**What this task involves:** Return the entries below exactly as written.

Stored items:
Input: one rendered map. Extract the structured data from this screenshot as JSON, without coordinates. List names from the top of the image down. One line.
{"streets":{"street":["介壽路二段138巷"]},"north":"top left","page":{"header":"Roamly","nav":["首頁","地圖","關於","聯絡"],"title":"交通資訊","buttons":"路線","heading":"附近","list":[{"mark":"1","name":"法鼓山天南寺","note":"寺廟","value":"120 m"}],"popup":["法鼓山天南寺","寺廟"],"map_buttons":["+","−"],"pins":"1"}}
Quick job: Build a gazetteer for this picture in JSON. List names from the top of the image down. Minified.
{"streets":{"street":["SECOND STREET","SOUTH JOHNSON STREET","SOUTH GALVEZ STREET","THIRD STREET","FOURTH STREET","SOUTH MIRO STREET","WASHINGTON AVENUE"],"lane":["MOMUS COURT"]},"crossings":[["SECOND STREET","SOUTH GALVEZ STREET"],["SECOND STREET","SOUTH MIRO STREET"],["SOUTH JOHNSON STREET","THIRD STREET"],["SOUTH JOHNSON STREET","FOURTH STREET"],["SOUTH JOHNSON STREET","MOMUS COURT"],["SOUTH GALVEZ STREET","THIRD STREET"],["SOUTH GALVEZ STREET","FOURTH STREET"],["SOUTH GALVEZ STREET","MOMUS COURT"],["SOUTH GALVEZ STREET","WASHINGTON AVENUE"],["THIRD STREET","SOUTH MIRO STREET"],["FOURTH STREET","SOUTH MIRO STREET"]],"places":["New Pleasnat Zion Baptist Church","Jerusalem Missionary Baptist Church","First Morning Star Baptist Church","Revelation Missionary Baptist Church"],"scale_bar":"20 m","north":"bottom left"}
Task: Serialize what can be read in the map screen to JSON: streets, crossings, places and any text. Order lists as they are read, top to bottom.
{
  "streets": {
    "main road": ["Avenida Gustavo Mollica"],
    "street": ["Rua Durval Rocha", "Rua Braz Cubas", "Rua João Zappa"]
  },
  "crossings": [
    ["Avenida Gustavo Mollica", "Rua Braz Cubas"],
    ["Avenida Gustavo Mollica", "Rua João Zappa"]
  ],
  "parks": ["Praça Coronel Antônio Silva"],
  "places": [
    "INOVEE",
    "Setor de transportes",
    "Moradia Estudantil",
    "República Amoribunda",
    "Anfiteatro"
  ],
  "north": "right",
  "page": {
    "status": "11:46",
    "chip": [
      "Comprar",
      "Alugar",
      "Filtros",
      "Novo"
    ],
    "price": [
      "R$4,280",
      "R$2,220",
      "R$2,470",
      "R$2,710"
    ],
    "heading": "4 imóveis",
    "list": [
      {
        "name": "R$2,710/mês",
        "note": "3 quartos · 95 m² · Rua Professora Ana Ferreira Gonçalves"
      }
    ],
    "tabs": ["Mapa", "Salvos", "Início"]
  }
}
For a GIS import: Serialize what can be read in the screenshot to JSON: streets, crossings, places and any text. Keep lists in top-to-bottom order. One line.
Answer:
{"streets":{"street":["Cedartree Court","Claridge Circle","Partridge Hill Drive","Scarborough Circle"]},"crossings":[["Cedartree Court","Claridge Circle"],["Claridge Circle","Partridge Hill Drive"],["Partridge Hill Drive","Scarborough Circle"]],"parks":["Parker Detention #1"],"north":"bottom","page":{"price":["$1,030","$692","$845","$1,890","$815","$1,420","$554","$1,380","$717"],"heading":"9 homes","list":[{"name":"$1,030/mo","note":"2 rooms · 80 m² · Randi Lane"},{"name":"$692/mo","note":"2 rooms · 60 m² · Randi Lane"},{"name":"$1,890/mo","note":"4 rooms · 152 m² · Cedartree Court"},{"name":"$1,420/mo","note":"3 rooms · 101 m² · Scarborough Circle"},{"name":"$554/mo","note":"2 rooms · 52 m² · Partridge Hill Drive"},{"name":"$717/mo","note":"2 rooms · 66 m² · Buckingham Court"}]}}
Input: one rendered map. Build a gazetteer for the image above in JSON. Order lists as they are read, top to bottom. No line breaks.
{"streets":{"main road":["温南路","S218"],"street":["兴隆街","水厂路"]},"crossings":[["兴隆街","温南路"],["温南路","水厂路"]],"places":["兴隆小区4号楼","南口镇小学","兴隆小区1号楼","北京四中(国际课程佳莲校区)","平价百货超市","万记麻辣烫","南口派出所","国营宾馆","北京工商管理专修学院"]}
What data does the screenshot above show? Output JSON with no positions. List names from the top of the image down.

**Exercise output:**
Input: one rendered map. Extract the structured data from this screenshot as JSON, without coordinates. List names from the top of the image down. One line.
{"streets":{"street":["介壽路二段138巷"]},"north":"top left","page":{"header":"Roamly","nav":["首頁","地圖","關於","聯絡"],"title":"交通資訊","buttons":"路線","heading":"附近","list":[{"mark":"1","name":"法鼓山天南寺","note":"寺廟","value":"120 m"}],"popup":["法鼓山天南寺","寺廟"],"map_buttons":["+","−"],"pins":"1"}}
Quick job: Build a gazetteer for this picture in JSON. List names from the top of the image down. Minified.
{"streets":{"street":["SECOND STREET","SOUTH JOHNSON STREET","SOUTH GALVEZ STREET","THIRD STREET","FOURTH STREET","SOUTH MIRO STREET","WASHINGTON AVENUE"],"lane":["MOMUS COURT"]},"crossings":[["SECOND STREET","SOUTH GALVEZ STREET"],["SECOND STREET","SOUTH MIRO STREET"],["SOUTH JOHNSON STREET","THIRD STREET"],["SOUTH JOHNSON STREET","FOURTH STREET"],["SOUTH JOHNSON STREET","MOMUS COURT"],["SOUTH GALVEZ STREET","THIRD STREET"],["SOUTH GALVEZ STREET","FOURTH STREET"],["SOUTH GALVEZ STREET","MOMUS COURT"],["SOUTH GALVEZ STREET","WASHINGTON AVENUE"],["THIRD STREET","SOUTH MIRO STREET"],["FOURTH STREET","SOUTH MIRO STREET"]],"places":["New Pleasnat Zion Baptist Church","Jerusalem Missionary Baptist Church","First Morning Star Baptist Church","Revelation Missionary Baptist Church"],"scale_bar":"20 m","north":"bottom left"}
Task: Serialize what can be read in the map screen to JSON: streets, crossings, places and any text. Order lists as they are read, top to bottom.
{
  "streets": {
    "main road": ["Avenida Gustavo Mollica"],
    "street": ["Rua Durval Rocha", "Rua Braz Cubas", "Rua João Zappa"]
  },
  "crossings": [
    ["Avenida Gustavo Mollica", "Rua Braz Cubas"],
    ["Avenida Gustavo Mollica", "Rua João Zappa"]
  ],
  "parks": ["Praça Coronel Antônio Silva"],
  "places": [
    "INOVEE",
    "Setor de transportes",
    "Moradia Estudantil",
    "República Amoribunda",
    "Anfiteatro"
  ],
  "north": "right",
  "page": {
    "status": "11:46",
    "chip": [
      "Comprar",
      "Alugar",
      "Filtros",
      "Novo"
    ],
    "price": [
      "R$4,280",
      "R$2,220",
      "R$2,470",
      "R$2,710"
    ],
    "heading": "4 imóveis",
    "list": [
      {
        "name": "R$2,710/mês",
        "note": "3 quartos · 95 m² · Rua Professora Ana Ferreira Gonçalves"
      }
    ],
    "tabs": ["Mapa", "Salvos", "Início"]
  }
}
For a GIS import: Serialize what can be read in the screenshot to JSON: streets, crossings, places and any text. Keep lists in top-to-bottom order. One line.
Answer:
{"streets":{"street":["Cedartree Court","Claridge Circle","Partridge Hill Drive","Scarborough Circle"]},"crossings":[["Cedartree Court","Claridge Circle"],["Claridge Circle","Partridge Hill Drive"],["Partridge Hill Drive","Scarborough Circle"]],"parks":["Parker Detention #1"],"north":"bottom","page":{"price":["$1,030","$692","$845","$1,890","$815","$1,420","$554","$1,380","$717"],"heading":"9 homes","list":[{"name":"$1,030/mo","note":"2 rooms · 80 m² · Randi Lane"},{"name":"$692/mo","note":"2 rooms · 60 m² · Randi Lane"},{"name":"$1,890/mo","note":"4 rooms · 152 m² · Cedartree Court"},{"name":"$1,420/mo","note":"3 rooms · 101 m² · Scarborough Circle"},{"name":"$554/mo","note":"2 rooms · 52 m² · Partridge Hill Drive"},{"name":"$717/mo","note":"2 rooms · 66 m² · Buckingham Court"}]}}
Input: one rendered map. Build a gazetteer for the image above in JSON. Order lists as they are read, top to bottom. No line breaks.
{"streets":{"main road":["温南路","S218"],"street":["兴隆街","水厂路"]},"crossings":[["兴隆街","温南路"],["温南路","水厂路"]],"places":["兴隆小区4号楼","南口镇小学","兴隆小区1号楼","北京四中(国际课程佳莲校区)","平价百货超市","万记麻辣烫","南口派出所","国营宾馆","北京工商管理专修学院"]}
What data does the screenshot above show? Output JSON with no positions. List names from the top of the image down.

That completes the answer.